Il s'était écoulé une semaine entière où les murmures se faufilaient d'oreilles en oreilles. Disait-on que cette réception-là serait la plus fabuleuse depuis des décennies, et pour cause, l'on avait quelque chose de plus important encore que la nouvelle saison à fêter ! Même les fermiers et paysans aux alentours, appâter par la promesse du vin, finirent par atteler les chevaux et faire le voyage jusqu'à Brilgerforth. Les quelques jours restant qui séparaient la réception, on vit se dresser des cortèges de charpentes et d'estrades. Des piquets, enrobés de lierres et de fleurs, s'extirpèrent du sol et batifolaient à leur sommet des banderoles dans lesquelles le vent venait s'engouffrer. Sur celle-ci, étaient peints les motifs du printemps approchant. Des arches claires serpentaient de hauteur en hauteur et n'attendaient que les nouveaux arrivants pour les traverser. Lanternes et lumières avaient été hissées afin de tenir écartées hors des lieux les ténèbres de la nuit. On désirait faire les choses en grand, aussi, avait-on convié les meilleurs bardes et ménestrels de la région afin d'arroser la foule de leurs chants les plus folklorique. De grandes estrades drapées de velours leur étaient dédiées.

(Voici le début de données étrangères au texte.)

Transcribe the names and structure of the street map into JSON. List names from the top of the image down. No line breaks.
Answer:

À l'entrée des festivités, avait été dressé un majestueux chapiteau de toile. Jamais-vu un d'une taille pareille ! Un cadeau légué par l'ancêtre du chef du village paraîtrait-il. Lorsqu'on le traversait, on était immédiatement plongée dans une foule de joies, inondée de feu et de valses. Des hordes de villageois se rameutaient par centaine, s'éparpillant entre les tables et les buffets. Des cargaisons entières de boustifailles affluaient et, croyez-le, on ne se faisait pas prier pour les piller ! Au centre de toute cette folie, on avait érigé un grand feu pour festoyer, dont les flammes, hérissées dans les ombres et enhardies par les chants, nimbaient les lieux de son éclat crépusculaire. Parfois, on écoutait ses étincelles claquer comme des brindilles avant de s'estomper dans la nuit. Une légion de tables en chêne s'étirait en demi-lune autour du brasier et était ensevelie sous une quantité astronomique de victuailles. 

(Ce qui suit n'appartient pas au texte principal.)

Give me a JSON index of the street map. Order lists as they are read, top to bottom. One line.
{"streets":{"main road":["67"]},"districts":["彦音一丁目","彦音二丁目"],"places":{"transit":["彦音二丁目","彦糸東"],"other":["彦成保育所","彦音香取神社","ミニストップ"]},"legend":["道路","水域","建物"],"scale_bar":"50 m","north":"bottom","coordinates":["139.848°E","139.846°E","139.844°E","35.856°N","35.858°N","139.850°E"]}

La viande était savoureuse ! De la bonne chair à décarcasser qui s'empilait dans les assiettes, débordait des charrettes et emplissait les estomacs des plus voraces. On venait la plonger dans les braises et on la sentait, oh oui on la sentait, s'enduire de cendre et s'imprégner d'une belle et savoureuse teinte cuivrée. On s'y donnait à cœur joie évidemment, on venait, du bout de son bâton, immerger la chaire dans le feu et on la croquait à pleines dents en se brûlant légèrement les lèvres. La bière coulait à flots ! Oui à flots ! On faisait rouler les fûts le long des pentes et on s'attrouper tout autour pour être le premier à se faire servir. Des effluves ambrés et d'or se déversaient sans cesse dans les coupes. On la buvait, la renversait, s'aspergeait avec ! Des litres et des litres qui finissaient engloutis dans le gosier des villageois bientôt ivres à tituber de la patte. Il faut bien avouer que la préparation locale était très goûtue, enrobée d'une saveur de pommes, de châtaignes et d'épices, et dotée d'un sacré caractère. À peu près toutes les demi-heures, de nouveaux breuvages et mets connus, et d'autres méconnus, venaient alimenter le festin. Cerf, sanglier, mouton, bœuf... Tout y passait, même du Langlope, viande rare, mais prisée, surtout dans ces coins. Il s'agissait de gibier, mais avec une viande plus tendre et peut être un arrière-goût très prononcé de champignon. Ce fut un vrai régal !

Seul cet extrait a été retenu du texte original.